ABOUT THIS TASK: Every line from the top of the material through the line holding "position:absolute; left:24px; top:24px;" should be copied exactly, and only those lines.

[INFORMATION]

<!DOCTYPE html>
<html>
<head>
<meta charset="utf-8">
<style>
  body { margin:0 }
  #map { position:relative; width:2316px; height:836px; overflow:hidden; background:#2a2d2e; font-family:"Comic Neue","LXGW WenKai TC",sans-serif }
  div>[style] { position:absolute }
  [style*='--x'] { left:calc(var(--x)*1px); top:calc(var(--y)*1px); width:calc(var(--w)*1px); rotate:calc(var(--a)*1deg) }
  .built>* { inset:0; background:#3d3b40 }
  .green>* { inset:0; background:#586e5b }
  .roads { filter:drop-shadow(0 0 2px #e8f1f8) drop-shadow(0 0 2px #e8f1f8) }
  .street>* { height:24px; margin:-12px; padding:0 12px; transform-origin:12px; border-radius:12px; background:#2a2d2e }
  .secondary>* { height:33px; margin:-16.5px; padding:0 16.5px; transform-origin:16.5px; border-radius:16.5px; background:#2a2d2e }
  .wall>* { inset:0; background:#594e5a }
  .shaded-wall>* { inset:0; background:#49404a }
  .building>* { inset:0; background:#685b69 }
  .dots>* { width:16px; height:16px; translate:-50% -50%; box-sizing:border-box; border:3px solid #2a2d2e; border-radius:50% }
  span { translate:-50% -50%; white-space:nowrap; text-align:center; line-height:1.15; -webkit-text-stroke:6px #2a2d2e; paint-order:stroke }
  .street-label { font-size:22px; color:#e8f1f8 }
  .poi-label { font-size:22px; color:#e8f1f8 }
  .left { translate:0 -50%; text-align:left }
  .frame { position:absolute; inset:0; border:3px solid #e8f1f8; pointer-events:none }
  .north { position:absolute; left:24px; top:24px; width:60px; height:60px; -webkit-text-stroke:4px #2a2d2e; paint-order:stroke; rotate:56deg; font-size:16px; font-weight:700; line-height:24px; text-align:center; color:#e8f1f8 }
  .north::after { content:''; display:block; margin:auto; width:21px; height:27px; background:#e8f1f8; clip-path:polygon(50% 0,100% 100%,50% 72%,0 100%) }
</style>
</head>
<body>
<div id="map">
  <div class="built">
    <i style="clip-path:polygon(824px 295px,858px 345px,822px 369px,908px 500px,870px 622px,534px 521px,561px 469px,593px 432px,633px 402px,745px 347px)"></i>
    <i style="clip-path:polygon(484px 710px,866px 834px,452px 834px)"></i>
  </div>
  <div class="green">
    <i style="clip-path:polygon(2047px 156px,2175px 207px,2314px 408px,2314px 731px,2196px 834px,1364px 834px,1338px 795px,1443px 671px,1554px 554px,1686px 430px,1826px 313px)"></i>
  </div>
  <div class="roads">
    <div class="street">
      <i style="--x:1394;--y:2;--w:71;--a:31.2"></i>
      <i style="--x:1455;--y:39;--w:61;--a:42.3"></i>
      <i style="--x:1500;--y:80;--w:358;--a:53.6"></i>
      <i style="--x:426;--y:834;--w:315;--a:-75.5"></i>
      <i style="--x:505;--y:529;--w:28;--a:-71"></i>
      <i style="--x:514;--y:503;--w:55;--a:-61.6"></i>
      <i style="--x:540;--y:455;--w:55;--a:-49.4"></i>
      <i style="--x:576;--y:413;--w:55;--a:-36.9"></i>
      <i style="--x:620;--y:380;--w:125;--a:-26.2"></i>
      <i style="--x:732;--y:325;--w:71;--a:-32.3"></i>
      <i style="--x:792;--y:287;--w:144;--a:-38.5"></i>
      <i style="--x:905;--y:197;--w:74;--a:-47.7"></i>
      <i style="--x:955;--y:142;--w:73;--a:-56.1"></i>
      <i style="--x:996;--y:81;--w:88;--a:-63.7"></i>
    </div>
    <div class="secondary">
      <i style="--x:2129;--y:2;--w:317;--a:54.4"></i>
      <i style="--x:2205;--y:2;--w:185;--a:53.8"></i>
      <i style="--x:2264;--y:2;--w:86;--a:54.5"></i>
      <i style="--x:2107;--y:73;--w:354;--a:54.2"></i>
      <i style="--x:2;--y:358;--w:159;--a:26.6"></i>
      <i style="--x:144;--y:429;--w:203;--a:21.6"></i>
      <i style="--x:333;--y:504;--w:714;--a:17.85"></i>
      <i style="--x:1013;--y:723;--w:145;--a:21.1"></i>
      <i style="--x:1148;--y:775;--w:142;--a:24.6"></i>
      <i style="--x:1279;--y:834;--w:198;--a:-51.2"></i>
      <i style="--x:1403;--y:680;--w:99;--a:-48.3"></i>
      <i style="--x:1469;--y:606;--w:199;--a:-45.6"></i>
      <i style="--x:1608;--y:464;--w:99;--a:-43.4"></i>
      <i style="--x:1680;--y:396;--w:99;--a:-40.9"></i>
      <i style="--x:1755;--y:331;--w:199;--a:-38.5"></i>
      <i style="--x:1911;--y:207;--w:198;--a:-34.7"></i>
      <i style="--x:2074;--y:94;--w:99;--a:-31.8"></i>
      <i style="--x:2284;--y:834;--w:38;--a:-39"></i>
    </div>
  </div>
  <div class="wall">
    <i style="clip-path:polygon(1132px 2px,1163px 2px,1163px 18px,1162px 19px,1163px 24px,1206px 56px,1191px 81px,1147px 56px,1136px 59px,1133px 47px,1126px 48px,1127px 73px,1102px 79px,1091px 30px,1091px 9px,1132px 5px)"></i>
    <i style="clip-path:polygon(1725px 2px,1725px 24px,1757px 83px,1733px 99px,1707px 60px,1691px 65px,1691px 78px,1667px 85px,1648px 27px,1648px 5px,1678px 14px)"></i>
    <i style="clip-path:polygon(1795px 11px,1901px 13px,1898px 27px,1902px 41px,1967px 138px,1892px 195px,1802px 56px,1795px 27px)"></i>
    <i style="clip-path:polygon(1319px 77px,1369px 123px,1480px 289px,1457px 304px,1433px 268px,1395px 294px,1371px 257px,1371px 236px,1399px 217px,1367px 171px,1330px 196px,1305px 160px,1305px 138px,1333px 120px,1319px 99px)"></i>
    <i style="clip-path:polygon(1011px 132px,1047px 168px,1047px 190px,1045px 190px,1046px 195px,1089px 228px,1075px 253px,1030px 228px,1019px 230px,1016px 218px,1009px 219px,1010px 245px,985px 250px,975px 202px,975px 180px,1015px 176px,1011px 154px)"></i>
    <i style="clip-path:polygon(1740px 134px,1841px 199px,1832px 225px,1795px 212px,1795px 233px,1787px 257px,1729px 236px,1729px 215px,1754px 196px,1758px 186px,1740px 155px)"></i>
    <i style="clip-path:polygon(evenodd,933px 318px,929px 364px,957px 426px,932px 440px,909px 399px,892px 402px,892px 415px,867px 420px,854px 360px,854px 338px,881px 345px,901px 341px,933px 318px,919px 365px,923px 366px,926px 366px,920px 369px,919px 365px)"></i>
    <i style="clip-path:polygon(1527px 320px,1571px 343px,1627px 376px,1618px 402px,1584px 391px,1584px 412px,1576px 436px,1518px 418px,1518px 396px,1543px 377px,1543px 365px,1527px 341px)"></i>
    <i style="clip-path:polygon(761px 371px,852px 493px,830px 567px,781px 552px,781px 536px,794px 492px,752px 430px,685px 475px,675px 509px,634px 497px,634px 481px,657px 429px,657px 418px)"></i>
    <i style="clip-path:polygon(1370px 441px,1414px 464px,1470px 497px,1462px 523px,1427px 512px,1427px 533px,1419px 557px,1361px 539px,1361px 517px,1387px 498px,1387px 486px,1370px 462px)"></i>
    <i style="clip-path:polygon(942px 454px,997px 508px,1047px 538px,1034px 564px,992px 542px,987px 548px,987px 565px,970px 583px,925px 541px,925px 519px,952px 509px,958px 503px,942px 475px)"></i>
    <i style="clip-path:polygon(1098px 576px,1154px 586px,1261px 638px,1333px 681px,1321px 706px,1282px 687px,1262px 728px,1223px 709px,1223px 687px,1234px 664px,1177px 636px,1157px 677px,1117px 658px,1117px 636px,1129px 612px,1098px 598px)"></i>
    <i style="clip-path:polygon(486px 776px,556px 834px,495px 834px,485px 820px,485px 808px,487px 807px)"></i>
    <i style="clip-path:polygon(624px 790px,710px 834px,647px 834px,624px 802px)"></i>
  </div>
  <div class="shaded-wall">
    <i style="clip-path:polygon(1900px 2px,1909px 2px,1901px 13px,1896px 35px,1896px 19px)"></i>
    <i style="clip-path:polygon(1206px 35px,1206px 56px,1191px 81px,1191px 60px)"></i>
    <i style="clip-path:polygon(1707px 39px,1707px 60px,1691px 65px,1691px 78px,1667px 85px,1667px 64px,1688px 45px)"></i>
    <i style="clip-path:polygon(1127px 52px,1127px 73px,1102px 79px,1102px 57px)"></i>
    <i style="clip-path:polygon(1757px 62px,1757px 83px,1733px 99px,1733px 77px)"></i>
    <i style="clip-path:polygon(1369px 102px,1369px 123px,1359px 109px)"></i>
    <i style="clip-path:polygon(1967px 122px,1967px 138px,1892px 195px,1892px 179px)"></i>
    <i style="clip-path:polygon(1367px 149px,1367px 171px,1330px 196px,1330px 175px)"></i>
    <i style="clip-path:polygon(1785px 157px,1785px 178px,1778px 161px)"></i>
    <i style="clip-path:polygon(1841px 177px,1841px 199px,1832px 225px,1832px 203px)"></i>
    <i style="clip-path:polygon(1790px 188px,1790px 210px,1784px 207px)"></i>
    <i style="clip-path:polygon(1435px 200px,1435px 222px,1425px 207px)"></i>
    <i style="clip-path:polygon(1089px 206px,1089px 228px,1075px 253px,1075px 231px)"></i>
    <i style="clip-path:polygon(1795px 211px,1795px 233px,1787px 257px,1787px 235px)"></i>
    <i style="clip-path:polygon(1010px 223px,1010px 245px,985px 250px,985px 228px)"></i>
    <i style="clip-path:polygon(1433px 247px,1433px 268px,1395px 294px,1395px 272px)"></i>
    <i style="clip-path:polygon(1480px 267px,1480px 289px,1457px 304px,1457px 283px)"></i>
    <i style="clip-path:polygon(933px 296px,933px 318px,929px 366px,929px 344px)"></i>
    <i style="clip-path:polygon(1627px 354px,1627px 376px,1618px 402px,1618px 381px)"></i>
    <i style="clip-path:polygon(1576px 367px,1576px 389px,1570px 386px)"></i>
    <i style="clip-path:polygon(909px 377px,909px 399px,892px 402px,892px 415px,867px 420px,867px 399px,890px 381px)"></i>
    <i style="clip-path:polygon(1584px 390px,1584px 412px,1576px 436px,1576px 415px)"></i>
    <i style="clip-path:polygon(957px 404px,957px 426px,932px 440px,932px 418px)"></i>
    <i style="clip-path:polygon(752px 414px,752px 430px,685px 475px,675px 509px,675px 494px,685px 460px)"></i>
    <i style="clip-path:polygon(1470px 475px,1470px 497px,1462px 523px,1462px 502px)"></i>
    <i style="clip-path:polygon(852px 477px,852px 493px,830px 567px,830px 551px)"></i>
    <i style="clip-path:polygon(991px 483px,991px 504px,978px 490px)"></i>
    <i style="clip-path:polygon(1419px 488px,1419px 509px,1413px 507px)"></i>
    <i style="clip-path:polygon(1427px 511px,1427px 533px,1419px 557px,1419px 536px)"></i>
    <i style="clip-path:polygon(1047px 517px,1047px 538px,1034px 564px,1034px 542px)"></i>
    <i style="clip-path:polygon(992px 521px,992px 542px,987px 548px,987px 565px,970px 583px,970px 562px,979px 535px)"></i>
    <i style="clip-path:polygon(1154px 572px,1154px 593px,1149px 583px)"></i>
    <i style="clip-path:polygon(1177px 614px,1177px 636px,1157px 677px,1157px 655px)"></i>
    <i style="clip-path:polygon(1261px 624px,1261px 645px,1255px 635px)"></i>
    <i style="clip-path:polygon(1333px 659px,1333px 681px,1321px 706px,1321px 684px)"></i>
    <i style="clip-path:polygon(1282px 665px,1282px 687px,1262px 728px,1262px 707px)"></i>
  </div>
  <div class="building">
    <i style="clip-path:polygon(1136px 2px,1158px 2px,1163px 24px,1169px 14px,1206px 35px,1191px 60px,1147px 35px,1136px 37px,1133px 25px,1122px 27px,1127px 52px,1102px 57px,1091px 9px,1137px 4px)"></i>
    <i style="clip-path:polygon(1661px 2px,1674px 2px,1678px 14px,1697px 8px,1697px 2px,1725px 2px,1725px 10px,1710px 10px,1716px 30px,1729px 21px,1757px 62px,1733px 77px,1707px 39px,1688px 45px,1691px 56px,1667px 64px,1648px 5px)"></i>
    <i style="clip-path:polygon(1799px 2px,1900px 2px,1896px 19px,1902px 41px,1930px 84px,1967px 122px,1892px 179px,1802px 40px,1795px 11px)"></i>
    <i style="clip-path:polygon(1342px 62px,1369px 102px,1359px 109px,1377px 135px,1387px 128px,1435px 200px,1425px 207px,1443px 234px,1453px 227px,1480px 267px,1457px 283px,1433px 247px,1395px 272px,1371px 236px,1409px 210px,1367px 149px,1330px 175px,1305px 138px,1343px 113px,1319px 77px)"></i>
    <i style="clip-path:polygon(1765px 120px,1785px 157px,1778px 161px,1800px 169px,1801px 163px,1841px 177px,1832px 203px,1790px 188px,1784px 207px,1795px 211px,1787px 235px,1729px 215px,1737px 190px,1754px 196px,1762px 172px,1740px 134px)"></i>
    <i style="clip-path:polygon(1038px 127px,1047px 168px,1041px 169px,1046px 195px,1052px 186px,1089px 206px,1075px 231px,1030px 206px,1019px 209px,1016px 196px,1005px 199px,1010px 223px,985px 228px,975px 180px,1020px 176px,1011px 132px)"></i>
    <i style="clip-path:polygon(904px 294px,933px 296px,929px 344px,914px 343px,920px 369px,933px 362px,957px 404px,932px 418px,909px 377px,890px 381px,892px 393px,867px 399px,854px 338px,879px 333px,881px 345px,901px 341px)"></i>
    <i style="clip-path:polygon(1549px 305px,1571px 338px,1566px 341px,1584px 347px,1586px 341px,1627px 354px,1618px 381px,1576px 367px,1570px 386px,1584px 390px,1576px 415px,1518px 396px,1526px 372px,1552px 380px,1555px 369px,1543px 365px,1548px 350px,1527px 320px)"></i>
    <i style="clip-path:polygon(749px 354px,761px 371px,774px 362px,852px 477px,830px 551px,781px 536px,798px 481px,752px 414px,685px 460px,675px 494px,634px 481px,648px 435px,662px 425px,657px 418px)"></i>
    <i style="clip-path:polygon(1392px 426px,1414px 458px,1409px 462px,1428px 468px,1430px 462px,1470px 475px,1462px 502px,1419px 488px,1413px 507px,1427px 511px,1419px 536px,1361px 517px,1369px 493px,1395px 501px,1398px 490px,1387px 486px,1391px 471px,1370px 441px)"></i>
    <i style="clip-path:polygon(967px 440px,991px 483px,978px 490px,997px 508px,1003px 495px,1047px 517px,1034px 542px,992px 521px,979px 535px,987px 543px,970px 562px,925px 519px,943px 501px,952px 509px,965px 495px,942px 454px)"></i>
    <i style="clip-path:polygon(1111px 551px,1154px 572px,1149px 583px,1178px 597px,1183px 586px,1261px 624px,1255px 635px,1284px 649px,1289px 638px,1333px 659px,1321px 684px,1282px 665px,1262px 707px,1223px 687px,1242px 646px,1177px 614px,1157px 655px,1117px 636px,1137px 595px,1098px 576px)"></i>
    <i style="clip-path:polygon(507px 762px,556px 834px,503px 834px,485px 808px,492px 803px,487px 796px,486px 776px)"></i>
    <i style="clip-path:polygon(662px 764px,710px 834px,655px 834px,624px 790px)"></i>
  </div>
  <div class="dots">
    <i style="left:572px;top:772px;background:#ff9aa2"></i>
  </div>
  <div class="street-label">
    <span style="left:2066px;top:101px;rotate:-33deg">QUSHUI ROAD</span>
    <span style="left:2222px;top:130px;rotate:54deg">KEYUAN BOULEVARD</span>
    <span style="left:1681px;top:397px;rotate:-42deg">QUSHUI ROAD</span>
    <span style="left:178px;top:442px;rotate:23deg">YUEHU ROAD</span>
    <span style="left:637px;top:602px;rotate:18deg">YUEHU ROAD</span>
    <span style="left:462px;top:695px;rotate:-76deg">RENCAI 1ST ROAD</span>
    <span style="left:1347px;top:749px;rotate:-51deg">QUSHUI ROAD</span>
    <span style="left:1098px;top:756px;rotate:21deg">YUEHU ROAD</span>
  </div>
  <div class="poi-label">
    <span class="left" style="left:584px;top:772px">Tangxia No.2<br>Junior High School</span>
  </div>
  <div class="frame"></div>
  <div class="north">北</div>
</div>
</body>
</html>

[/INFORMATION]

RESULT:
<!DOCTYPE html>
<html>
<head>
<meta charset="utf-8">
<style>
  body { margin:0 }
  #map { position:relative; width:2316px; height:836px; overflow:hidden; background:#2a2d2e; font-family:"Comic Neue","LXGW WenKai TC",sans-serif }
  div>[style] { position:absolute }
  [style*='--x'] { left:calc(var(--x)*1px); top:calc(var(--y)*1px); width:calc(var(--w)*1px); rotate:calc(var(--a)*1deg) }
  .built>* { inset:0; background:#3d3b40 }
  .green>* { inset:0; background:#586e5b }
  .roads { filter:drop-shadow(0 0 2px #e8f1f8) drop-shadow(0 0 2px #e8f1f8) }
  .street>* { height:24px; margin:-12px; padding:0 12px; transform-origin:12px; border-radius:12px; background:#2a2d2e }
  .secondary>* { height:33px; margin:-16.5px; padding:0 16.5px; transform-origin:16.5px; border-radius:16.5px; background:#2a2d2e }
  .wall>* { inset:0; background:#594e5a }
  .shaded-wall>* { inset:0; background:#49404a }
  .building>* { inset:0; background:#685b69 }
  .dots>* { width:16px; height:16px; translate:-50% -50%; box-sizing:border-box; border:3px solid #2a2d2e; border-radius:50% }
  span { translate:-50% -50%; white-space:nowrap; text-align:center; line-height:1.15; -webkit-text-stroke:6px #2a2d2e; paint-order:stroke }
  .street-label { font-size:22px; color:#e8f1f8 }
  .poi-label { font-size:22px; color:#e8f1f8 }
  .left { translate:0 -50%; text-align:left }
  .frame { position:absolute; inset:0; border:3px solid #e8f1f8; pointer-events:none }
  .north { position:absolute; left:24px; top:24px; width:60px; height:60px; -webkit-text-stroke:4px #2a2d2e; paint-order:stroke; rotate:56deg; font-size:16px; font-weight:700; line-height:24px; text-align:center; color:#e8f1f8 }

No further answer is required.